Source data:
-=-=-=-=-

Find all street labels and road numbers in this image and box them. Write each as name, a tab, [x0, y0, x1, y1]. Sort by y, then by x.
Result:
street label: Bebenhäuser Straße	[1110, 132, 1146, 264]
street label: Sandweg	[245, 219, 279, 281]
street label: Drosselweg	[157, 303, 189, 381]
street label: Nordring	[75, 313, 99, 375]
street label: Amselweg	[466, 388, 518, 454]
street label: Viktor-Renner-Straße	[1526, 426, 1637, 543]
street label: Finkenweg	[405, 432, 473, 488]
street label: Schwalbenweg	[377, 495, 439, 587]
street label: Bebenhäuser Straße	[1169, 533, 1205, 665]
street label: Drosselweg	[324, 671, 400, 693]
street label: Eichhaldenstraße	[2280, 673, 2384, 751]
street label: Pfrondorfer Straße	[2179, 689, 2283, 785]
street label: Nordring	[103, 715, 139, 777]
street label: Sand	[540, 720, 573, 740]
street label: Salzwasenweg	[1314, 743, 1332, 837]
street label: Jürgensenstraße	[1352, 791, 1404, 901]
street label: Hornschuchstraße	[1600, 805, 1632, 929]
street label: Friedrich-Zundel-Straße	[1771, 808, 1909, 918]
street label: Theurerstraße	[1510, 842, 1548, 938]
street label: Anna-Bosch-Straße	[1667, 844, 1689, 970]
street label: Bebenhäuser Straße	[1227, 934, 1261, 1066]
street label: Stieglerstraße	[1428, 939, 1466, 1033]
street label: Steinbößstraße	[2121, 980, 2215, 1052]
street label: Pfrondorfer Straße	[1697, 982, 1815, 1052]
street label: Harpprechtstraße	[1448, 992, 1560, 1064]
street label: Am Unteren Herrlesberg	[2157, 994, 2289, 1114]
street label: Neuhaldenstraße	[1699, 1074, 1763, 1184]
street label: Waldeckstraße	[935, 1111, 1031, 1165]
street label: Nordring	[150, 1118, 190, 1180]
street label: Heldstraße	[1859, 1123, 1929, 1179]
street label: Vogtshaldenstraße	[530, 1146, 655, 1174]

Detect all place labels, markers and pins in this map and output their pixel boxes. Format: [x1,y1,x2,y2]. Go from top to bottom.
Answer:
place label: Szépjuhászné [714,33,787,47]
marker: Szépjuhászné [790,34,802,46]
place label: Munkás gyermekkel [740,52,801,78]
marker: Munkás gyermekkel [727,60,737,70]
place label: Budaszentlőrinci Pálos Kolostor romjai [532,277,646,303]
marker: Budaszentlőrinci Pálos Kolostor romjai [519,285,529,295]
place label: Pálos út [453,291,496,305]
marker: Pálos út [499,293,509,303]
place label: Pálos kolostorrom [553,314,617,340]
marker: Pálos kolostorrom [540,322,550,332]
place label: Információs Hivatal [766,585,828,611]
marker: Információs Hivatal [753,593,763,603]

-=-=-=-=-

## THE PROBLEM:
Your reply should match the data above exactly, line for line.

## REPLY:
Find all street labels and road numbers in this image and box them. Write each as name, a tab, [x0, y0, x1, y1]. Sort by y, then by x.
Result:
street label: Bebenhäuser Straße	[1110, 132, 1146, 264]
street label: Sandweg	[245, 219, 279, 281]
street label: Drosselweg	[157, 303, 189, 381]
street label: Nordring	[75, 313, 99, 375]
street label: Amselweg	[466, 388, 518, 454]
street label: Viktor-Renner-Straße	[1526, 426, 1637, 543]
street label: Finkenweg	[405, 432, 473, 488]
street label: Schwalbenweg	[377, 495, 439, 587]
street label: Bebenhäuser Straße	[1169, 533, 1205, 665]
street label: Drosselweg	[324, 671, 400, 693]
street label: Eichhaldenstraße	[2280, 673, 2384, 751]
street label: Pfrondorfer Straße	[2179, 689, 2283, 785]
street label: Nordring	[103, 715, 139, 777]
street label: Sand	[540, 720, 573, 740]
street label: Salzwasenweg	[1314, 743, 1332, 837]
street label: Jürgensenstraße	[1352, 791, 1404, 901]
street label: Hornschuchstraße	[1600, 805, 1632, 929]
street label: Friedrich-Zundel-Straße	[1771, 808, 1909, 918]
street label: Theurerstraße	[1510, 842, 1548, 938]
street label: Anna-Bosch-Straße	[1667, 844, 1689, 970]
street label: Bebenhäuser Straße	[1227, 934, 1261, 1066]
street label: Stieglerstraße	[1428, 939, 1466, 1033]
street label: Steinbößstraße	[2121, 980, 2215, 1052]
street label: Pfrondorfer Straße	[1697, 982, 1815, 1052]
street label: Harpprechtstraße	[1448, 992, 1560, 1064]
street label: Am Unteren Herrlesberg	[2157, 994, 2289, 1114]
street label: Neuhaldenstraße	[1699, 1074, 1763, 1184]
street label: Waldeckstraße	[935, 1111, 1031, 1165]
street label: Nordring	[150, 1118, 190, 1180]
street label: Heldstraße	[1859, 1123, 1929, 1179]
street label: Vogtshaldenstraße	[530, 1146, 655, 1174]

Detect all place labels, markers and pins in this map and output their pixel boxes. Format: [x1,y1,x2,y2]. Go from top to bottom.
Answer:
place label: Szépjuhászné [714,33,787,47]
marker: Szépjuhászné [790,34,802,46]
place label: Munkás gyermekkel [740,52,801,78]
marker: Munkás gyermekkel [727,60,737,70]
place label: Budaszentlőrinci Pálos Kolostor romjai [532,277,646,303]
marker: Budaszentlőrinci Pálos Kolostor romjai [519,285,529,295]
place label: Pálos út [453,291,496,305]
marker: Pálos út [499,293,509,303]
place label: Pálos kolostorrom [553,314,617,340]
marker: Pálos kolostorrom [540,322,550,332]
place label: Információs Hivatal [766,585,828,611]
marker: Információs Hivatal [753,593,763,603]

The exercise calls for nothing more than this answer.